The reply evoked from the British government by this strong statement was firm and clear. The Monroe Doctrine, it said, even if not so widely stretched by interpretation, was not binding in international law; the dispute with Venezuela was a matter of interest merely to the parties involved; and arbitration of the question was impossible. This response called forth President Cleveland's startling message of 1895. He asked Congress to create a commission authorized to ascertain by researches the true boundary between Venezuela and British Guiana. He added that it would be the duty of this country "to resist by every means in its power, as a willful aggression upon its rights and interests, the appropriation by Great Britain of any lands or the exercise of governmental jurisdiction over any territory which, after investigation, we have determined of right belongs to Venezuela." The serious character of this statement he thoroughly understood. He declared that he was conscious of his responsibilities, intimating that war, much as it was to be deplored, was not comparable to "a supine submission to wrong and injustice and the consequent loss of national self-respect and honor."

Grover Cleveland

The note of defiance which ran through this message, greeted by shrill cries of enthusiasm in many circles, was viewed in other quarters as a portent of war. Responsible newspapers in both countries spoke of an armed settlement of the dispute as inevitable. Congress created the commission and appropriated money for the investigation; a body of learned men was appointed to determine the merits of the conflicting boundary claims. The British government, deaf to the clamor of the bellicose section of the London press, deplored the incident, courteously replied in the affirmative to a request for assistance in the search for evidence, and finally agreed to the proposition that the issue be submitted to arbitration. The outcome of this somewhat perilous dispute contributed not a little to Cleveland's reputation as "a sterling representative of the true American spirit." This was not diminished when the tribunal of arbitration found that Great Britain was on the whole right in her territorial claims against Venezuela.
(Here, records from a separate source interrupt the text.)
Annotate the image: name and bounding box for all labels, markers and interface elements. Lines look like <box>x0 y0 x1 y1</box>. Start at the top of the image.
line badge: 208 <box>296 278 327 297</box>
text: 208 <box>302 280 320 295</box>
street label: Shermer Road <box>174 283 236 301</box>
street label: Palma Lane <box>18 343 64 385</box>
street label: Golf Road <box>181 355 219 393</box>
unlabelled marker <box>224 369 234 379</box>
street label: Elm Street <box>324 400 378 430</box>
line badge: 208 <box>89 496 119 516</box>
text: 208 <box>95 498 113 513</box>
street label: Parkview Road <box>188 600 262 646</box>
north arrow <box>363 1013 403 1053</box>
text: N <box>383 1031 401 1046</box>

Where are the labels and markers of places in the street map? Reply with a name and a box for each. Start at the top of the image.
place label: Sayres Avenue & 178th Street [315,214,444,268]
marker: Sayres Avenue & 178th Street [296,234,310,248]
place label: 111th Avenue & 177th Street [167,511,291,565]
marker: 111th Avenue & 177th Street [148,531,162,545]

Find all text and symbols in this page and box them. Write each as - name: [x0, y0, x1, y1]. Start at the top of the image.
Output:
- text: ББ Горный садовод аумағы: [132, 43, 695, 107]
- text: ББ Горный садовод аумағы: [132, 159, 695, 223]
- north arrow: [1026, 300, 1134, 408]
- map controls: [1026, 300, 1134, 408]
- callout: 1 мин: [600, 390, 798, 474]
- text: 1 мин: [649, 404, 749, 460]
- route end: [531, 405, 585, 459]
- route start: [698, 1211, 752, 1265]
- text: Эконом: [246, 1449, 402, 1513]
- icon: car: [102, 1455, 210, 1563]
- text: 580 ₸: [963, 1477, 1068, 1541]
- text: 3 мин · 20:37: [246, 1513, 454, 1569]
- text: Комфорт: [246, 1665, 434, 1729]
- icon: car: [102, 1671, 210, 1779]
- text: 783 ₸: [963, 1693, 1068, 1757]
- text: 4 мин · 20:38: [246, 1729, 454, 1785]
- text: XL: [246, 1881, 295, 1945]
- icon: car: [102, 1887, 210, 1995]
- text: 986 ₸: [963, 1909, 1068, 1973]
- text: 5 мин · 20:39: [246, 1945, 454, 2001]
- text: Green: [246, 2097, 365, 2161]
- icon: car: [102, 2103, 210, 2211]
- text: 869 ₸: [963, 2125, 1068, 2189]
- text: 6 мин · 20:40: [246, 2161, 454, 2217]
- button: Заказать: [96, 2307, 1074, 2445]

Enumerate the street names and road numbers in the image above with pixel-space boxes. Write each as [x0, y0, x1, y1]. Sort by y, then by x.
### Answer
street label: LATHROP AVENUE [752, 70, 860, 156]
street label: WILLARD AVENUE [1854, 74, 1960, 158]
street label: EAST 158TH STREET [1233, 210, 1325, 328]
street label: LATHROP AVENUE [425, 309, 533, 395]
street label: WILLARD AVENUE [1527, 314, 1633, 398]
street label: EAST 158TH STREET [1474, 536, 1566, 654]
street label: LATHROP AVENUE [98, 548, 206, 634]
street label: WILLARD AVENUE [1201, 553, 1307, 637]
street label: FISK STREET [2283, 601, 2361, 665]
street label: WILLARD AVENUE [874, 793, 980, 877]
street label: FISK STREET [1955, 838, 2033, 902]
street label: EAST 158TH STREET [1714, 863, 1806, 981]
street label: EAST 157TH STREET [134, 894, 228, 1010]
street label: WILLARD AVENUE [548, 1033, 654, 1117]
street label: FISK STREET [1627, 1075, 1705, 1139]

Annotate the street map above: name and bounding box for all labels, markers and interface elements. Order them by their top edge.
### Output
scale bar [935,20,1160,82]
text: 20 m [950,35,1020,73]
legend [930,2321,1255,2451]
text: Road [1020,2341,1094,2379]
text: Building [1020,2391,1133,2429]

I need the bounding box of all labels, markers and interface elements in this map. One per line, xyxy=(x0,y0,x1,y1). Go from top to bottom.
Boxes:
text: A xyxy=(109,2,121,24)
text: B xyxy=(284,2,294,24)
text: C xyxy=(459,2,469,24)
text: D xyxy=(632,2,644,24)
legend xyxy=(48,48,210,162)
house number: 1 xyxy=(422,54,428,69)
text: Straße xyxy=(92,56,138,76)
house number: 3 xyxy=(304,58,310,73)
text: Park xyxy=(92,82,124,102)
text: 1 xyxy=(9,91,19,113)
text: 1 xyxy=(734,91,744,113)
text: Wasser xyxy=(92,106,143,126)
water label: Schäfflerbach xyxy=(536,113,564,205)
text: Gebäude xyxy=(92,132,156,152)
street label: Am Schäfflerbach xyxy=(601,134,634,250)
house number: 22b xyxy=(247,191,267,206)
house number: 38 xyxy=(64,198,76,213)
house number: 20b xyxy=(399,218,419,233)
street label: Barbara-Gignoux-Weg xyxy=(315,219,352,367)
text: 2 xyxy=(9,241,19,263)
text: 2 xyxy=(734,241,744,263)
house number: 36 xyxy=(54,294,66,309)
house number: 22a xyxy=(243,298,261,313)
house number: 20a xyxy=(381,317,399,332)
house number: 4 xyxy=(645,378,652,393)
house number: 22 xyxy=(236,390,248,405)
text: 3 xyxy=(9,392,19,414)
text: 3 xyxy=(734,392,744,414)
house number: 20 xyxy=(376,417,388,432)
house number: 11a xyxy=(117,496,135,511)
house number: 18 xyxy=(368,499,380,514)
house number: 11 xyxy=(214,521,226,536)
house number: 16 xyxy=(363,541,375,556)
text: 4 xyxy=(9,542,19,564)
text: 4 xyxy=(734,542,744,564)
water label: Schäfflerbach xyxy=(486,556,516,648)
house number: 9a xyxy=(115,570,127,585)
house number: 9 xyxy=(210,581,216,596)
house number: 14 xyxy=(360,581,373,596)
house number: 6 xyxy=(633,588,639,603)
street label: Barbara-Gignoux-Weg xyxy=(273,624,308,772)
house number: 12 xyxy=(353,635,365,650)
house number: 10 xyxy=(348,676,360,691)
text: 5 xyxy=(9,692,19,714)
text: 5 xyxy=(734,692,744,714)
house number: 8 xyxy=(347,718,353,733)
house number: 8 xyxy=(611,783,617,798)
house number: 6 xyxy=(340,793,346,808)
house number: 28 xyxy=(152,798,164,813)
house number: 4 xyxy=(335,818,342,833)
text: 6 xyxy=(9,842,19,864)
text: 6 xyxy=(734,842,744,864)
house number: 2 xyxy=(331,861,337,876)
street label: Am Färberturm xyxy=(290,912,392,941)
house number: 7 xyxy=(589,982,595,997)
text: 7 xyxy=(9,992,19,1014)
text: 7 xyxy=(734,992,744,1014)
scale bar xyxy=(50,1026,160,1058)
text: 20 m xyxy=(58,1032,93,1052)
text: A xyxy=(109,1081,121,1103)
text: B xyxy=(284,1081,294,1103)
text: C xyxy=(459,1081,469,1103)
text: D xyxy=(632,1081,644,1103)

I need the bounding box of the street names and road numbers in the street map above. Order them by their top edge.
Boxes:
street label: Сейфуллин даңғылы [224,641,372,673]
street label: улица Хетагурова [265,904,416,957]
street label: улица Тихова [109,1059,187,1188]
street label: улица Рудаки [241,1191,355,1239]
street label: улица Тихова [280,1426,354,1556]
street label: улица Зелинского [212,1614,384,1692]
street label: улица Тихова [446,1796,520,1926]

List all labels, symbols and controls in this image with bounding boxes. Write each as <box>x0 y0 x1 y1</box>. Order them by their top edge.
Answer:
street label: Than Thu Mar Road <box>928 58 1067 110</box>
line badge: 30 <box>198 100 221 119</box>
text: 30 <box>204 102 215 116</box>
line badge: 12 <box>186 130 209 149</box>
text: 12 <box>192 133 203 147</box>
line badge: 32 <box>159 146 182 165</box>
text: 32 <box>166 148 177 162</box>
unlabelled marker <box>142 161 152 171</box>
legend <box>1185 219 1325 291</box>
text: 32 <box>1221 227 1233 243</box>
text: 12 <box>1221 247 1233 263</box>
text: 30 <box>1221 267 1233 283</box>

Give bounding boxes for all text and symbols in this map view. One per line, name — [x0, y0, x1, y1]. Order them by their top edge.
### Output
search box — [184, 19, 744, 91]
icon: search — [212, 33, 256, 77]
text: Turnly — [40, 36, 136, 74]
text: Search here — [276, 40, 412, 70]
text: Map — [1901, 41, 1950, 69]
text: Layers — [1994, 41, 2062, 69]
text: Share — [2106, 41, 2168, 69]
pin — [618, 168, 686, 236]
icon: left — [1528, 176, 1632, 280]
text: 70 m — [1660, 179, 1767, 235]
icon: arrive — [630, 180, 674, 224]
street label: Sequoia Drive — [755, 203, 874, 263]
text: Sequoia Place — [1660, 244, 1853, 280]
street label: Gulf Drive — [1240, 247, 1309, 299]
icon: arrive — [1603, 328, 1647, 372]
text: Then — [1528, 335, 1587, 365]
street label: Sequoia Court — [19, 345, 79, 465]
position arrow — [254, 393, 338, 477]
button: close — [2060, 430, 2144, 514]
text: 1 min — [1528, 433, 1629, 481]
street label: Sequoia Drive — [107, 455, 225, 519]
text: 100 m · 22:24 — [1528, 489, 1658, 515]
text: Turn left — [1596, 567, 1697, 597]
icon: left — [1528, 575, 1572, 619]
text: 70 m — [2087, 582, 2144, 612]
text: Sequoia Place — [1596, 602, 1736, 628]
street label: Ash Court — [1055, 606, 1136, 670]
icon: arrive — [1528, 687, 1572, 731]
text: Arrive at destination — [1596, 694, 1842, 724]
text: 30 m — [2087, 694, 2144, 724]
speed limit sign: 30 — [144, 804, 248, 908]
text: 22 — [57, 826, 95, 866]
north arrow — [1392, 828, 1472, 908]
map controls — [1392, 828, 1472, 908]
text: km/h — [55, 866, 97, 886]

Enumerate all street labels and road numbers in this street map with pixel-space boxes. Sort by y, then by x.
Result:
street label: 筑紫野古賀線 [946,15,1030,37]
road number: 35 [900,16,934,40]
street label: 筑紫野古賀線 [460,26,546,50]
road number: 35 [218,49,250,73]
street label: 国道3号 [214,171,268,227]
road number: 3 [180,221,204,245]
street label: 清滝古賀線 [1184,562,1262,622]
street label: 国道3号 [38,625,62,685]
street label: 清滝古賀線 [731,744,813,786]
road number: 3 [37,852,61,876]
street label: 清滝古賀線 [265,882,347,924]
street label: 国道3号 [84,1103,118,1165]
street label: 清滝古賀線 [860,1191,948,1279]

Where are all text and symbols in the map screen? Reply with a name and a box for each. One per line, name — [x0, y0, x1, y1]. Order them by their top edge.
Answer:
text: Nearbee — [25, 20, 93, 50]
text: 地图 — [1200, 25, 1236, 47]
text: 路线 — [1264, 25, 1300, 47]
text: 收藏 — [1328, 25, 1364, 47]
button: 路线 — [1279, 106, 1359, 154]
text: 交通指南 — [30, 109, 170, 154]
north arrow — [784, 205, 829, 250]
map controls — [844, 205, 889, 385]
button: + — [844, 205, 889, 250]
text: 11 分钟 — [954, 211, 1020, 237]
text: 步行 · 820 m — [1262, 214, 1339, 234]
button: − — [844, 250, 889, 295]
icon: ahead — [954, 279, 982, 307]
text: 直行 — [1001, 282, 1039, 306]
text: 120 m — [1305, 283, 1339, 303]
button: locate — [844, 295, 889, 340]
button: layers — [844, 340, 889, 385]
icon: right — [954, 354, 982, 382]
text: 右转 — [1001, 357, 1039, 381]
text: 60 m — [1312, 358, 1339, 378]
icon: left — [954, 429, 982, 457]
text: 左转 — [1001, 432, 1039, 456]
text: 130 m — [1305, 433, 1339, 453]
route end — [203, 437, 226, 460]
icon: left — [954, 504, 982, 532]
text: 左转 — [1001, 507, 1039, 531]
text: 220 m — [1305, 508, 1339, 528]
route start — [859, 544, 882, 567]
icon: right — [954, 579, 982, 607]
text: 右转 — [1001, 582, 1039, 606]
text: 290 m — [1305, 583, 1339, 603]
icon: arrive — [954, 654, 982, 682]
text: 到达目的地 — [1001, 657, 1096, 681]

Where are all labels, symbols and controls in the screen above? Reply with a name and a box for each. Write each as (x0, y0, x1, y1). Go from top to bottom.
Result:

The Annexation of Hawaii.—While engaged in the dangerous Venezuela controversy, President Cleveland was compelled by a strange turn in events to consider the annexation of the Hawaiian Islands in the mid-Pacific. For more than half a century American missionaries had been active in converting the natives to the Christian faith and enterprising American business men had been developing the fertile sugar plantations. Both the Department of State and the Navy Department were fully conscious of the strategic relation of the islands to the growth of sea power and watched with anxiety any developments likely to bring them under some other Dominion.

The country at large was indifferent, however, until 1893, when a revolution, headed by Americans, broke out, ending in the overthrow of the native government, the abolition of the primitive monarchy, and the retirement of Queen Liliuokalani to private life. This crisis, a repetition of the Texas affair in a small theater, was immediately followed by a demand from the new Hawaiian government for annexation to the United States. President Harrison looked with favor on the proposal, negotiated the treaty of annexation, and laid it before the Senate for approval. There it still rested when his term of office was brought to a close.

Harrison's successor, Cleveland, it was well known, had doubts about the propriety of American action in Hawaii. For the purpose of making an inquiry into the matter, he sent a special commissioner to the islands. On the basis of the report of his agent, Cleveland came to the conclusion that "the revolution in the island kingdom had been accomplished by the improper use of the armed forces of the United States and that the wrong should be righted by a restoration of the queen to her throne." Such being his matured conviction, though the facts upon which he rested it were warmly controverted, he could do nothing but withdraw the treaty from the Senate and close the incident.